> _Assignment_:
From the first line to the last, print the data exactly as it appears.

> _Records to use_:
——

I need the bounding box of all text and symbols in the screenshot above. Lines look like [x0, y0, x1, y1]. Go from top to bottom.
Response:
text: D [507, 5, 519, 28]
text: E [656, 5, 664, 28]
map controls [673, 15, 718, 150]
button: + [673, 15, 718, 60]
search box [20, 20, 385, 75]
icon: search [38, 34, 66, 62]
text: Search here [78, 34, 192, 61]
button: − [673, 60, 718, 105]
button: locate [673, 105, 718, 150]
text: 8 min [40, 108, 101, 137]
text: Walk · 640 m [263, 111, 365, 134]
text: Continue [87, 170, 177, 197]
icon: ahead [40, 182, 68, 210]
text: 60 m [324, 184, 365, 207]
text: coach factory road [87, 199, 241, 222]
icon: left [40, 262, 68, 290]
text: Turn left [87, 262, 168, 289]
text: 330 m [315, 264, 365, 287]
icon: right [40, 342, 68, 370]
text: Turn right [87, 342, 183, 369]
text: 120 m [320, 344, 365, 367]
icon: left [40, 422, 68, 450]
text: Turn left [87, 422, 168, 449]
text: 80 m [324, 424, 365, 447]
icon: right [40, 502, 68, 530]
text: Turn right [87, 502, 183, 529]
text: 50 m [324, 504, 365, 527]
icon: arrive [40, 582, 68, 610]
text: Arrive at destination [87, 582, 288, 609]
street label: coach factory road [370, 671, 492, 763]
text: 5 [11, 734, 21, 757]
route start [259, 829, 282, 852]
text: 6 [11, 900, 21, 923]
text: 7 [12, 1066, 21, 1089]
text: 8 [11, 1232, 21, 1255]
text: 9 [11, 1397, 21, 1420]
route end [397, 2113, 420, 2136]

——

> _Final answer_:
I need the bounding box of all text and symbols in the screenshot above. Lines look like [x0, y0, x1, y1]. Go from top to bottom.
Response:
text: D [507, 5, 519, 28]
text: E [656, 5, 664, 28]
map controls [673, 15, 718, 150]
button: + [673, 15, 718, 60]
search box [20, 20, 385, 75]
icon: search [38, 34, 66, 62]
text: Search here [78, 34, 192, 61]
button: − [673, 60, 718, 105]
button: locate [673, 105, 718, 150]
text: 8 min [40, 108, 101, 137]
text: Walk · 640 m [263, 111, 365, 134]
text: Continue [87, 170, 177, 197]
icon: ahead [40, 182, 68, 210]
text: 60 m [324, 184, 365, 207]
text: coach factory road [87, 199, 241, 222]
icon: left [40, 262, 68, 290]
text: Turn left [87, 262, 168, 289]
text: 330 m [315, 264, 365, 287]
icon: right [40, 342, 68, 370]
text: Turn right [87, 342, 183, 369]
text: 120 m [320, 344, 365, 367]
icon: left [40, 422, 68, 450]
text: Turn left [87, 422, 168, 449]
text: 80 m [324, 424, 365, 447]
icon: right [40, 502, 68, 530]
text: Turn right [87, 502, 183, 529]
text: 50 m [324, 504, 365, 527]
icon: arrive [40, 582, 68, 610]
text: Arrive at destination [87, 582, 288, 609]
street label: coach factory road [370, 671, 492, 763]
text: 5 [11, 734, 21, 757]
route start [259, 829, 282, 852]
text: 6 [11, 900, 21, 923]
text: 7 [12, 1066, 21, 1089]
text: 8 [11, 1232, 21, 1255]
text: 9 [11, 1397, 21, 1420]
route end [397, 2113, 420, 2136]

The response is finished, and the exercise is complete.